Thanks to beaten down energy prices, this company's shares are currently selling at bargain-basement prices – as compared to a mere two years ago.
If you’re willing to be patient, and hang on for the long-term, try it -- you’ll probably really like it three to four years from now (considering the cumulative dividend payments & potential capital gains you've likely collected by then)!
(4) BUY BORALEX INC. ($BLX.T), yielding over 3.5%
Boralex Inc. is a Canada-based power producer whose core business is dedicated to the development and operation of renewable energy power stations.
It operates business in four segments: wind, hydroelectric, thermal & solar.
These operating assets, located in France and Canada, are unique because their profitability (and viability) is buttressed by long-term energy sales contracts.
The Hydroelectric segment consists of hydroelectric assets totaling an installed capacity of approximately 100 MegaWatts.
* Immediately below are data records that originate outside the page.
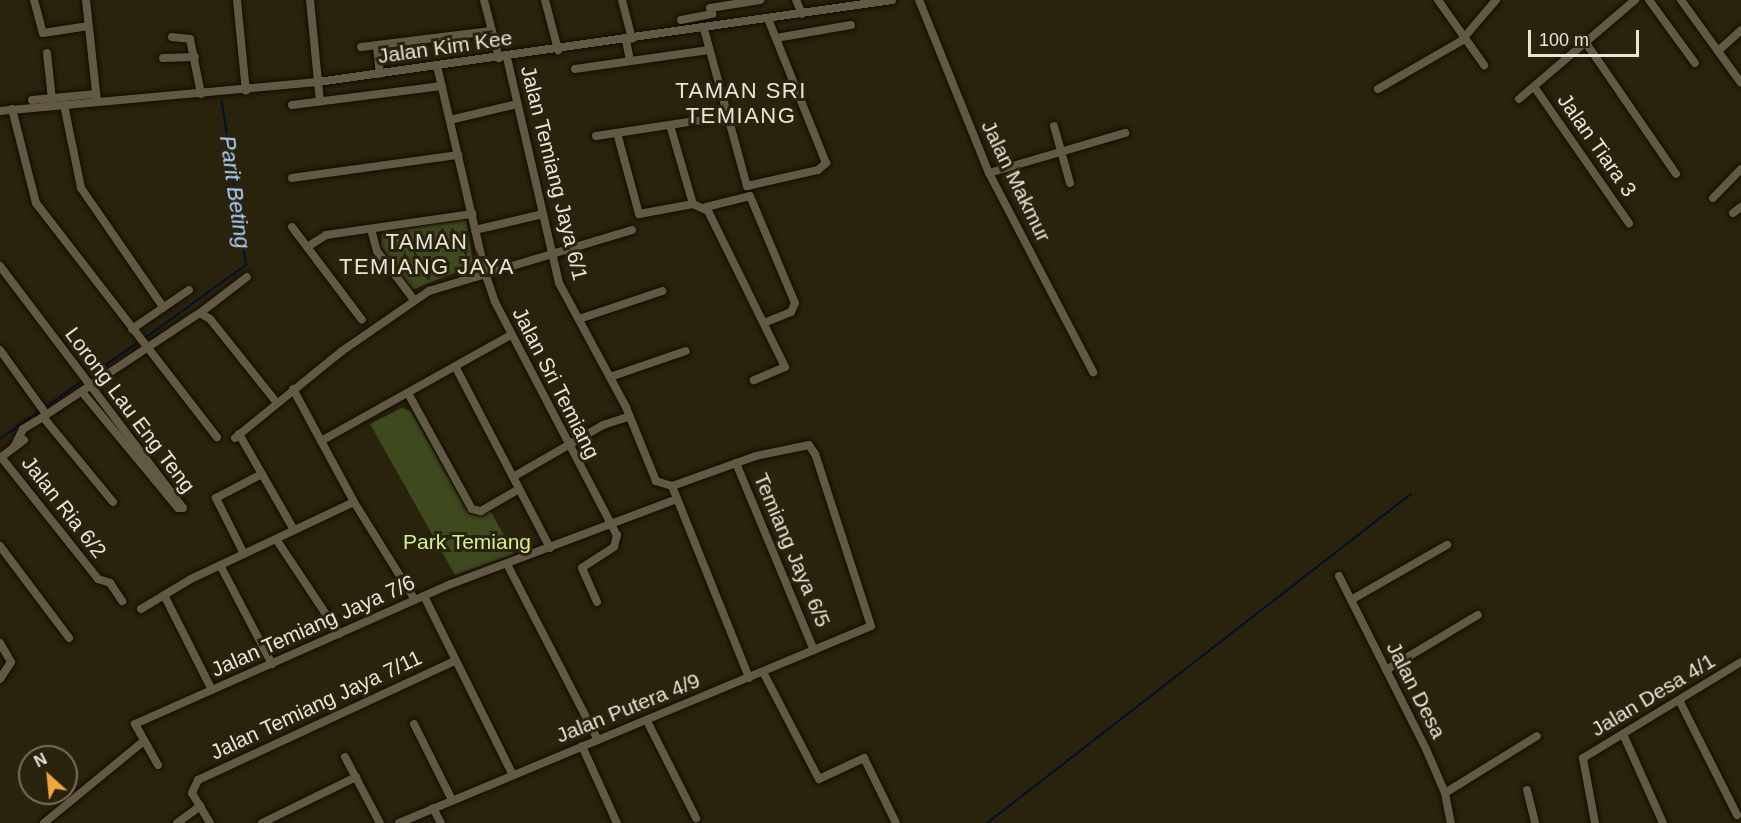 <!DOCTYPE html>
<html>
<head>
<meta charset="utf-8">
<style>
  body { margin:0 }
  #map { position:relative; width:1741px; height:823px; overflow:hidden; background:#29220d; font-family:Helvetica,sans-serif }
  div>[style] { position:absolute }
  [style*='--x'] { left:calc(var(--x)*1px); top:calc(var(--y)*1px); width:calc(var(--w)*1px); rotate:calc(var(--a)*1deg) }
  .green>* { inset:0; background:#3e491e }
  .stream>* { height:2px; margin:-1px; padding:0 1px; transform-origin:1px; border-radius:1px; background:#001229 }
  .roads { filter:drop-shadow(0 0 2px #120b00) drop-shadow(0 0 2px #120b00) }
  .minor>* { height:8px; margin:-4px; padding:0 4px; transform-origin:4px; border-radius:4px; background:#615943 }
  span { translate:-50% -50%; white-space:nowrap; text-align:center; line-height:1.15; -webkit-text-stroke:6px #29220d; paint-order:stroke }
  .street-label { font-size:21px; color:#e9e4d8 }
  .park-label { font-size:21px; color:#d4ee90 }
  .neighbourhood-label { font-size:22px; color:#e9e4d8; letter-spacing:1.5px }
  .water-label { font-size:22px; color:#aad1fc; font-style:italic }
  .north { position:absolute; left:18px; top:745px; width:60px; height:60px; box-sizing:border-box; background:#29220d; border:2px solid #76705e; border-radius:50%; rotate:333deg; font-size:16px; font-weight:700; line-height:24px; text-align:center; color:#e9e4d8 }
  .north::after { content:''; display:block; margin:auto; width:21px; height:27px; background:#efa73d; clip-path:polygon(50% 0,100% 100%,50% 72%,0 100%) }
  .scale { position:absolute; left:1528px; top:30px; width:111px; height:27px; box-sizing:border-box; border:3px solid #e9e4d8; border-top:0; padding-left:8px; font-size:18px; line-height:21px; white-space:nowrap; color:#e9e4d8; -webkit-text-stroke:4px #29220d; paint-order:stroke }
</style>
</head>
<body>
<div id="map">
  <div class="green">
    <div style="clip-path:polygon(466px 217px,473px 265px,412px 290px,381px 247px,382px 234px)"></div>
    <div style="clip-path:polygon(402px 408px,411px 411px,469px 514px,491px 512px,514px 554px,455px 575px,370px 424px)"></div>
  </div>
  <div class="stream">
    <div style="--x:145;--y:338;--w:125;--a:-35.9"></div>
    <div style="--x:246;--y:265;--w:165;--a:-98.4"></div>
    <div style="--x:92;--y:374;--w:53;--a:-34.3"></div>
    <div style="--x:47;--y:406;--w:43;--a:-35.5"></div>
    <div style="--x:0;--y:439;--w:49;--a:-35"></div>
    <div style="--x:987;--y:823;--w:537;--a:-37.81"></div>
  </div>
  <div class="roads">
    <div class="minor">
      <div style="--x:34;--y:0;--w:34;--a:75"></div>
      <div style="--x:43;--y:33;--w:46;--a:-8.8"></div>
      <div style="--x:86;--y:0;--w:102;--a:83.8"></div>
      <div style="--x:237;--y:0;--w:91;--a:84.4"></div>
      <div style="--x:310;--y:0;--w:102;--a:84.4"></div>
      <div style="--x:484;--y:0;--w:60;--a:75.5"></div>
      <div style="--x:545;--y:0;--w:52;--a:75.4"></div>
      <div style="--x:622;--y:0;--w:40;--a:75.6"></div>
      <div style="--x:796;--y:0;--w:15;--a:67"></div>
      <div style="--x:919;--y:0;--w:187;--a:68"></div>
      <div style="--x:989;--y:173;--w:225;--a:62.4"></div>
      <div style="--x:1438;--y:0;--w:80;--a:54.7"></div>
      <div style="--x:1649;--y:0;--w:78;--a:53.9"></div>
      <div style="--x:1681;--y:0;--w:102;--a:54.1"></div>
      <div style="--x:710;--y:8;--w:51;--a:-9.1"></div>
      <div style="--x:681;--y:20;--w:32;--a:-11"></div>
      <div style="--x:704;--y:29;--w:163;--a:74.7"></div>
      <div style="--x:747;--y:186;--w:73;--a:-12.7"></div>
      <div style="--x:818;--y:170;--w:11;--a:-41"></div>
      <div style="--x:826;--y:163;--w:155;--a:-111.9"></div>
      <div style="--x:172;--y:37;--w:18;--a:6"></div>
      <div style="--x:190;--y:39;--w:56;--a:78.7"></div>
      <div style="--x:776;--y:38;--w:76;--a:-9.8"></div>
      <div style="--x:626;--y:40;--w:20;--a:79"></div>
      <div style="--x:1586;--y:43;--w:159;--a:55.5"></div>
      <div style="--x:361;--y:47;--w:131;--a:-7"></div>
      <div style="--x:377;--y:47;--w:27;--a:84"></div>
      <div style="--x:1718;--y:51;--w:31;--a:-42"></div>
      <div style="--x:47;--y:53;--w:47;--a:83.9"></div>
      <div style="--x:163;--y:58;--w:32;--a:-2"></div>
      <div style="--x:437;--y:66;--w:212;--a:76.9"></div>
      <div style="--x:485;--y:273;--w:31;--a:71"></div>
      <div style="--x:495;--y:302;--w:263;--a:62.4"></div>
      <div style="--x:617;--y:535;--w:12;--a:104"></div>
      <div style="--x:614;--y:547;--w:38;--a:147"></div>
      <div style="--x:582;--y:568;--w:37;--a:66"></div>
      <div style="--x:575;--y:69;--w:135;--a:-8.1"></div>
      <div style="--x:1535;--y:88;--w:165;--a:55.2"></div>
      <div style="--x:1378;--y:89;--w:96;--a:-30"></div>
      <div style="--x:1461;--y:41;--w:54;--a:-49.5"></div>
      <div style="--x:1519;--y:99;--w:153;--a:-40.5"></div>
      <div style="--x:32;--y:100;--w:64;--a:-5.4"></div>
      <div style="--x:64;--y:105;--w:85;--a:78.4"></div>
      <div style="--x:81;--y:188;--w:145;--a:55.4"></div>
      <div style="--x:292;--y:105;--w:151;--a:-7.2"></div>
      <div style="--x:12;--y:109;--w:97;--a:75.7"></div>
      <div style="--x:36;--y:203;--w:296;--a:52.3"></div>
      <div style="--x:0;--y:111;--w:319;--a:-5.2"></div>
      <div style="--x:318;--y:82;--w:580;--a:-8.13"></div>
      <div style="--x:450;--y:120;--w:69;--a:-13.4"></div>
      <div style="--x:670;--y:125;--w:82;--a:73.8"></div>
      <div style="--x:1054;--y:126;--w:59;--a:74.3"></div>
      <div style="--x:617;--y:133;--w:84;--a:74.8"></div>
      <div style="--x:639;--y:214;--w:55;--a:-10.5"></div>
      <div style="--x:596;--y:136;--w:134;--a:-8.6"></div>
      <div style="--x:989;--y:173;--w:142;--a:-16.4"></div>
      <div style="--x:292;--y:178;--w:168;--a:-7.9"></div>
      <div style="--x:1713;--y:198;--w:40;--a:-46"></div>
      <div style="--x:693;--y:204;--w:17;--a:25"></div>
      <div style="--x:708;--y:211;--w:174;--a:63.7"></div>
      <div style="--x:785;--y:367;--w:34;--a:157"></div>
      <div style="--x:706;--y:207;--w:45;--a:-14"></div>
      <div style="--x:750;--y:196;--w:116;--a:67.2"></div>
      <div style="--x:795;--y:303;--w:10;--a:114"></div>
      <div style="--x:791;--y:312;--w:29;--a:158"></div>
      <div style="--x:1733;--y:213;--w:10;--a:-37"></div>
      <div style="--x:292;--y:227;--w:116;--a:53"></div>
      <div style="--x:371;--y:229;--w:23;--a:75"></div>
      <div style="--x:377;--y:251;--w:61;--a:52.9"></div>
      <div style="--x:475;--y:230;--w:70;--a:-13.2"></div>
      <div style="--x:307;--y:247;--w:22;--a:-32"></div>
      <div style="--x:326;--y:235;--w:148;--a:-8.2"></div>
      <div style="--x:0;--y:266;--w:303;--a:52.9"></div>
      <div style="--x:183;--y:508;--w:5;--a:180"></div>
      <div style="--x:178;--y:508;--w:151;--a:-129.6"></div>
      <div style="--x:200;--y:313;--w:59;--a:-37.5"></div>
      <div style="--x:579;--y:319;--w:88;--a:-18.6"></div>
      <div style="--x:132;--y:329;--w:69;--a:-34.4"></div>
      <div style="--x:0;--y:350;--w:79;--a:54.3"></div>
      <div style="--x:456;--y:368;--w:203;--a:62.4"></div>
      <div style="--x:610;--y:377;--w:80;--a:-18.9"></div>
      <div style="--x:293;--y:389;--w:128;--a:61.6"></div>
      <div style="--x:354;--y:502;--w:115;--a:58.1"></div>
      <div style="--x:409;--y:395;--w:130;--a:61.1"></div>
      <div style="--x:472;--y:509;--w:9;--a:13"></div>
      <div style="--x:481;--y:511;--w:44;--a:-30.1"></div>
      <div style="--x:239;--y:434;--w:111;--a:60.2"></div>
      <div style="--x:235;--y:438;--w:138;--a:-39.1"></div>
      <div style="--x:342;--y:351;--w:106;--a:-34.6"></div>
      <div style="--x:429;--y:291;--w:212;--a:-16.7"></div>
      <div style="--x:321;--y:441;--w:218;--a:-29.2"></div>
      <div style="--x:14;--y:447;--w:20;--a:-63"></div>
      <div style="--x:23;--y:429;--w:23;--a:-31"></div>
      <div style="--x:1;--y:457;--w:156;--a:51.5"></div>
      <div style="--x:98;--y:579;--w:13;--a:18"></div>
      <div style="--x:110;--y:583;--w:22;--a:56"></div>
      <div style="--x:0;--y:458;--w:30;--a:-37"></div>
      <div style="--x:736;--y:463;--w:203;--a:67.4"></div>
      <div style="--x:513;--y:477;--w:104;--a:-30"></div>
      <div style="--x:603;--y:425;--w:28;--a:-18"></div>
      <div style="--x:672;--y:486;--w:207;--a:68.1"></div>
      <div style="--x:113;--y:502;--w:110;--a:-129.5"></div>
      <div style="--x:43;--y:417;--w:179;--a:-33.6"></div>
      <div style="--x:192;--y:318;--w:9;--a:-32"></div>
      <div style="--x:200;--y:313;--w:12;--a:31"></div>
      <div style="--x:210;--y:319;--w:107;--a:51.4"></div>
      <div style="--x:276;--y:539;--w:114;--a:56.4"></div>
      <div style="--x:0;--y:546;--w:115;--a:53.1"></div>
      <div style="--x:244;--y:554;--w:63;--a:-116.6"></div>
      <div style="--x:216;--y:498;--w:52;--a:-27.6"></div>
      <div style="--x:507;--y:564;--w:198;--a:62.7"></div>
      <div style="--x:220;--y:565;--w:112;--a:62.3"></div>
      <div style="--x:1339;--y:576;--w:194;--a:63.3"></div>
      <div style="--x:1426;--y:749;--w:48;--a:66.6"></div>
      <div style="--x:1445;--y:793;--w:31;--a:79"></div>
      <div style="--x:164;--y:595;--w:106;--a:63.2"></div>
      <div style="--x:424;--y:596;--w:198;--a:63.6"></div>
      <div style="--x:1351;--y:600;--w:111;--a:-29.8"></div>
      <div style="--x:141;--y:609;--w:58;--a:-31"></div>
      <div style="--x:191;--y:579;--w:180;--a:-25.3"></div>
      <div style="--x:0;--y:643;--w:22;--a:60"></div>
      <div style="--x:11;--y:662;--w:20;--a:123"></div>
      <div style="--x:1386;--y:670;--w:107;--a:-30.9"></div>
      <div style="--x:763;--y:672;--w:121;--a:62.4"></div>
      <div style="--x:819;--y:779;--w:50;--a:-25"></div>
      <div style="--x:864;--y:758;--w:72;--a:63.8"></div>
      <div style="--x:1679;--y:700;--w:129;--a:63.2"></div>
      <div style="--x:647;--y:721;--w:109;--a:63.2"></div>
      <div style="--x:414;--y:724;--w:85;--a:63.4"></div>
      <div style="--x:1623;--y:734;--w:98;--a:65.8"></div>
      <div style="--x:582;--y:746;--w:85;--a:65.6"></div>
      <div style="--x:345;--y:757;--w:75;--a:62.1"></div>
      <div style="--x:158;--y:765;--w:47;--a:-119.3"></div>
      <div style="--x:135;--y:724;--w:346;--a:-23.9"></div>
      <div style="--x:451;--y:584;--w:236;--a:-20.6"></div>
      <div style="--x:1527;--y:790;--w:34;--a:76"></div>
      <div style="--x:1445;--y:793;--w:108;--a:-31.8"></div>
      <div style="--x:433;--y:808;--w:17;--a:62"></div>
      <div style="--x:44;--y:823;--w:129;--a:-39.4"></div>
      <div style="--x:177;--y:823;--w:29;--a:-36"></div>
      <div style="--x:210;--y:823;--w:35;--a:-121"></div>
      <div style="--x:192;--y:793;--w:14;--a:-65"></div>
      <div style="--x:198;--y:780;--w:282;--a:-24.9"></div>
      <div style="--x:262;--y:823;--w:105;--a:-26.1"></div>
      <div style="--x:399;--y:823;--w:511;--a:-22.65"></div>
      <div style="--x:871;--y:626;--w:181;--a:-108"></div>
      <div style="--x:815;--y:454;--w:11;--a:-124"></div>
      <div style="--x:809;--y:445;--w:54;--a:168.3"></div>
      <div style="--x:756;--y:456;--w:89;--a:160.3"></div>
      <div style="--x:672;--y:486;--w:17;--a:-163"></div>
      <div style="--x:656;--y:481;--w:80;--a:-112.1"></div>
      <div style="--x:626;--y:407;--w:141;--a:-118.4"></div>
      <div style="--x:559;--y:283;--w:232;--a:-103"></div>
      <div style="--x:1595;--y:823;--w:66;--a:-100.5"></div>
      <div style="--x:1583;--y:758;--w:185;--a:-31.3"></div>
    </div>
  </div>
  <div class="street-label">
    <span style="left:445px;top:47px;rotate:-8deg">Jalan Kim Kee</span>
    <span style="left:1597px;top:145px;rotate:55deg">Jalan Tiara 3</span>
    <span style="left:554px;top:173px;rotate:76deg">Jalan Temiang Jaya 6/1</span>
    <span style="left:1016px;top:181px;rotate:64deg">Jalan Makmur</span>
    <span style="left:556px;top:383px;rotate:63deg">Jalan Sri Temiang</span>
    <span style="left:130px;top:410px;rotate:53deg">Lorong Lau Eng Teng</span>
    <span style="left:64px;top:507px;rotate:52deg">Jalan Ria 6/2</span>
    <span style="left:792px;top:550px;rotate:67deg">Temiang Jaya 6/5</span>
    <span style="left:313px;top:626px;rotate:-24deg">Jalan Temiang Jaya 7/6</span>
    <span style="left:1416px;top:690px;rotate:63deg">Jalan Desa</span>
    <span style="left:1653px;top:695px;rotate:-31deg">Jalan Desa 4/1</span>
    <span style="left:316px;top:705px;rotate:-25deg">Jalan Temiang Jaya 7/11</span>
    <span style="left:628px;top:708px;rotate:-22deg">Jalan Putera 4/9</span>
  </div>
  <div class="park-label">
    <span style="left:467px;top:542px">Park Temiang</span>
  </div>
  <div class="neighbourhood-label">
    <span style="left:741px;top:103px">TAMAN SRI<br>TEMIANG</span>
    <span style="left:427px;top:254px">TAMAN<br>TEMIANG JAYA</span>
  </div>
  <div class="water-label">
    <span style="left:235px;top:192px;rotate:82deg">Parit Beting</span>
  </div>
  <div class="north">N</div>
  <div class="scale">100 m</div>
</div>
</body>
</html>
Additionally, Boralex recently entered the solar-power market with the commissioning of its first solar-power farm (located in Southwestern France) with an installed capacity of 5 megawatts.
And, finally, Boralex owns three thermal power stations with a total installed capacity of 80 megawatts.
Of course, everyone needs electricity, meaning that power utilities -- like this one -- usually prosper.
And the utility sector is the one North American market segment that is least impacted by frequent but range-bound market crashes (which are now rapidly occurring)
So if you invest in this electric company now, you’ll probably get a “charge” out of the annual sustainable dividend – along with some tasty capital gains when the market ultimately recovers.
And that’s it for today. Nuff said, for now, I would guess.